Aim of the exercise:
Every entry needs to be given again exactly as it reads.
** Exercise materials follows **
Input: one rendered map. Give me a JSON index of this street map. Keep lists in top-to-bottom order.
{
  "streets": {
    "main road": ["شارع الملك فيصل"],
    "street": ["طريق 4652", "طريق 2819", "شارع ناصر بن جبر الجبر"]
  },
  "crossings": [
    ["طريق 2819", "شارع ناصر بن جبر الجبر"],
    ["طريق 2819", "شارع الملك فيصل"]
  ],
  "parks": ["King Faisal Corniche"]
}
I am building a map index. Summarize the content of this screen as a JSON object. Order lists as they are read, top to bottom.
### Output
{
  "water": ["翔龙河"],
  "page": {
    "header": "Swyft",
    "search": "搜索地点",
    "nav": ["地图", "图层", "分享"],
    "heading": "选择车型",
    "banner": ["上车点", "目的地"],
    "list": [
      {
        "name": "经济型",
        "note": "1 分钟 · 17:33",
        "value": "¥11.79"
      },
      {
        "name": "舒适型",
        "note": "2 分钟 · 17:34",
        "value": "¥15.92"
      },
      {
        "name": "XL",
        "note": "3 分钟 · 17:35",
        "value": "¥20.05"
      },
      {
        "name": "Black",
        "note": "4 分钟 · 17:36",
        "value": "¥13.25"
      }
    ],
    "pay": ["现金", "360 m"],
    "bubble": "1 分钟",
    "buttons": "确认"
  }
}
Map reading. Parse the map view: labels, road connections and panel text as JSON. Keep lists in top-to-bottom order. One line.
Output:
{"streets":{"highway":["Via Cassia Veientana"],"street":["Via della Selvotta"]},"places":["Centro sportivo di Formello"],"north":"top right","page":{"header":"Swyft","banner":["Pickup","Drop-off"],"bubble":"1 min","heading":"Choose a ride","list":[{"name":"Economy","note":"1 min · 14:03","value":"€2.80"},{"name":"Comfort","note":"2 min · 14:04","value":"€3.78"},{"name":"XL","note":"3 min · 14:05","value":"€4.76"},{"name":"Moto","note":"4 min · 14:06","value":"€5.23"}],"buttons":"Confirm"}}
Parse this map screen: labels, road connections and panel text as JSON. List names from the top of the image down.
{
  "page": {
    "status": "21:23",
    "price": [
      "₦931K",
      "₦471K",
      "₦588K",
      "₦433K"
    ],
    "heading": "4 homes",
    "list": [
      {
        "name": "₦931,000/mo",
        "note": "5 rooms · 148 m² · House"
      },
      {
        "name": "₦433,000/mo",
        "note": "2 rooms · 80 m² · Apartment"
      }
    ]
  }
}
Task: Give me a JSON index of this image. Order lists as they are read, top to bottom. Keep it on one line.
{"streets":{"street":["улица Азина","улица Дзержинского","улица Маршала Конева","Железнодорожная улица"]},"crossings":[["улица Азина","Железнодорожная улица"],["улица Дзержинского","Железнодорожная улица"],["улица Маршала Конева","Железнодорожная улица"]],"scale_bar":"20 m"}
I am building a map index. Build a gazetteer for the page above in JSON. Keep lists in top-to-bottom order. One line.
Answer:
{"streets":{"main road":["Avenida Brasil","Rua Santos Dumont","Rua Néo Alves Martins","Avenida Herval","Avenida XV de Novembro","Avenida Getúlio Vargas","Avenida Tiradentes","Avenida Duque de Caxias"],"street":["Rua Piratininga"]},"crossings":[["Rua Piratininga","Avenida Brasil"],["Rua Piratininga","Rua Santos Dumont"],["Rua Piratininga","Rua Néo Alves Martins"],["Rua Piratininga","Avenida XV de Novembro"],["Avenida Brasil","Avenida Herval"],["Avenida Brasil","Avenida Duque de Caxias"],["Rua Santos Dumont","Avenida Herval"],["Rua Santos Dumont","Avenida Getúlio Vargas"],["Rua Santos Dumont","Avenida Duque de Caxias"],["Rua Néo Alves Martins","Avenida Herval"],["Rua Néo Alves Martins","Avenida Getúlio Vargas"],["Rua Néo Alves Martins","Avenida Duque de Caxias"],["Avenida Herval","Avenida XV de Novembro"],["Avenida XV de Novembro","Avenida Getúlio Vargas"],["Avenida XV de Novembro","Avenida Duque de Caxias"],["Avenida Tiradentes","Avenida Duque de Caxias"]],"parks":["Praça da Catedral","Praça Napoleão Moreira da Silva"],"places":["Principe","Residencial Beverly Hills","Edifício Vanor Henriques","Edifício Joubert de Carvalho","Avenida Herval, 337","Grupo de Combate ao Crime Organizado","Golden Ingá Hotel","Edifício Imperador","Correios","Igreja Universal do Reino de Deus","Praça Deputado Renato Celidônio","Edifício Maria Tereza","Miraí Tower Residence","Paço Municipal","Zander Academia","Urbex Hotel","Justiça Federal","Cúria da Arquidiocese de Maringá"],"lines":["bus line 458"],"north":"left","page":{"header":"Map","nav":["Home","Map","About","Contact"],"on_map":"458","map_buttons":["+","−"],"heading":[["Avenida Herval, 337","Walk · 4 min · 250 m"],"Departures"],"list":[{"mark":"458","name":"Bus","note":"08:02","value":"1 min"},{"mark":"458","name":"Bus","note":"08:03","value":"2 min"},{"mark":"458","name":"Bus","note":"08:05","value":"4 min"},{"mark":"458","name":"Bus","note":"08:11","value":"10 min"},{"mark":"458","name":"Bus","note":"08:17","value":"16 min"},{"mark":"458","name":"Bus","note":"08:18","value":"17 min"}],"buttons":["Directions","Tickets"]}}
** End of Exercise materials **
Final answer:
Input: one rendered map. Give me a JSON index of this street map. Keep lists in top-to-bottom order.
{
  "streets": {
    "main road": ["شارع الملك فيصل"],
    "street": ["طريق 4652", "طريق 2819", "شارع ناصر بن جبر الجبر"]
  },
  "crossings": [
    ["طريق 2819", "شارع ناصر بن جبر الجبر"],
    ["طريق 2819", "شارع الملك فيصل"]
  ],
  "parks": ["King Faisal Corniche"]
}
I am building a map index. Summarize the content of this screen as a JSON object. Order lists as they are read, top to bottom.
### Output
{
  "water": ["翔龙河"],
  "page": {
    "header": "Swyft",
    "search": "搜索地点",
    "nav": ["地图", "图层", "分享"],
    "heading": "选择车型",
    "banner": ["上车点", "目的地"],
    "list": [
      {
        "name": "经济型",
        "note": "1 分钟 · 17:33",
        "value": "¥11.79"
      },
      {
        "name": "舒适型",
        "note": "2 分钟 · 17:34",
        "value": "¥15.92"
      },
      {
        "name": "XL",
        "note": "3 分钟 · 17:35",
        "value": "¥20.05"
      },
      {
        "name": "Black",
        "note": "4 分钟 · 17:36",
        "value": "¥13.25"
      }
    ],
    "pay": ["现金", "360 m"],
    "bubble": "1 分钟",
    "buttons": "确认"
  }
}
Map reading. Parse the map view: labels, road connections and panel text as JSON. Keep lists in top-to-bottom order. One line.
Output:
{"streets":{"highway":["Via Cassia Veientana"],"street":["Via della Selvotta"]},"places":["Centro sportivo di Formello"],"north":"top right","page":{"header":"Swyft","banner":["Pickup","Drop-off"],"bubble":"1 min","heading":"Choose a ride","list":[{"name":"Economy","note":"1 min · 14:03","value":"€2.80"},{"name":"Comfort","note":"2 min · 14:04","value":"€3.78"},{"name":"XL","note":"3 min · 14:05","value":"€4.76"},{"name":"Moto","note":"4 min · 14:06","value":"€5.23"}],"buttons":"Confirm"}}
Parse this map screen: labels, road connections and panel text as JSON. List names from the top of the image down.
{
  "page": {
    "status": "21:23",
    "price": [
      "₦931K",
      "₦471K",
      "₦588K",
      "₦433K"
    ],
    "heading": "4 homes",
    "list": [
      {
        "name": "₦931,000/mo",
        "note": "5 rooms · 148 m² · House"
      },
      {
        "name": "₦433,000/mo",
        "note": "2 rooms · 80 m² · Apartment"
      }
    ]
  }
}
Task: Give me a JSON index of this image. Order lists as they are read, top to bottom. Keep it on one line.
{"streets":{"street":["улица Азина","улица Дзержинского","улица Маршала Конева","Железнодорожная улица"]},"crossings":[["улица Азина","Железнодорожная улица"],["улица Дзержинского","Железнодорожная улица"],["улица Маршала Конева","Железнодорожная улица"]],"scale_bar":"20 m"}
I am building a map index. Build a gazetteer for the page above in JSON. Keep lists in top-to-bottom order. One line.
Answer:
{"streets":{"main road":["Avenida Brasil","Rua Santos Dumont","Rua Néo Alves Martins","Avenida Herval","Avenida XV de Novembro","Avenida Getúlio Vargas","Avenida Tiradentes","Avenida Duque de Caxias"],"street":["Rua Piratininga"]},"crossings":[["Rua Piratininga","Avenida Brasil"],["Rua Piratininga","Rua Santos Dumont"],["Rua Piratininga","Rua Néo Alves Martins"],["Rua Piratininga","Avenida XV de Novembro"],["Avenida Brasil","Avenida Herval"],["Avenida Brasil","Avenida Duque de Caxias"],["Rua Santos Dumont","Avenida Herval"],["Rua Santos Dumont","Avenida Getúlio Vargas"],["Rua Santos Dumont","Avenida Duque de Caxias"],["Rua Néo Alves Martins","Avenida Herval"],["Rua Néo Alves Martins","Avenida Getúlio Vargas"],["Rua Néo Alves Martins","Avenida Duque de Caxias"],["Avenida Herval","Avenida XV de Novembro"],["Avenida XV de Novembro","Avenida Getúlio Vargas"],["Avenida XV de Novembro","Avenida Duque de Caxias"],["Avenida Tiradentes","Avenida Duque de Caxias"]],"parks":["Praça da Catedral","Praça Napoleão Moreira da Silva"],"places":["Principe","Residencial Beverly Hills","Edifício Vanor Henriques","Edifício Joubert de Carvalho","Avenida Herval, 337","Grupo de Combate ao Crime Organizado","Golden Ingá Hotel","Edifício Imperador","Correios","Igreja Universal do Reino de Deus","Praça Deputado Renato Celidônio","Edifício Maria Tereza","Miraí Tower Residence","Paço Municipal","Zander Academia","Urbex Hotel","Justiça Federal","Cúria da Arquidiocese de Maringá"],"lines":["bus line 458"],"north":"left","page":{"header":"Map","nav":["Home","Map","About","Contact"],"on_map":"458","map_buttons":["+","−"],"heading":[["Avenida Herval, 337","Walk · 4 min · 250 m"],"Departures"],"list":[{"mark":"458","name":"Bus","note":"08:02","value":"1 min"},{"mark":"458","name":"Bus","note":"08:03","value":"2 min"},{"mark":"458","name":"Bus","note":"08:05","value":"4 min"},{"mark":"458","name":"Bus","note":"08:11","value":"10 min"},{"mark":"458","name":"Bus","note":"08:17","value":"16 min"},{"mark":"458","name":"Bus","note":"08:18","value":"17 min"}],"buttons":["Directions","Tickets"]}}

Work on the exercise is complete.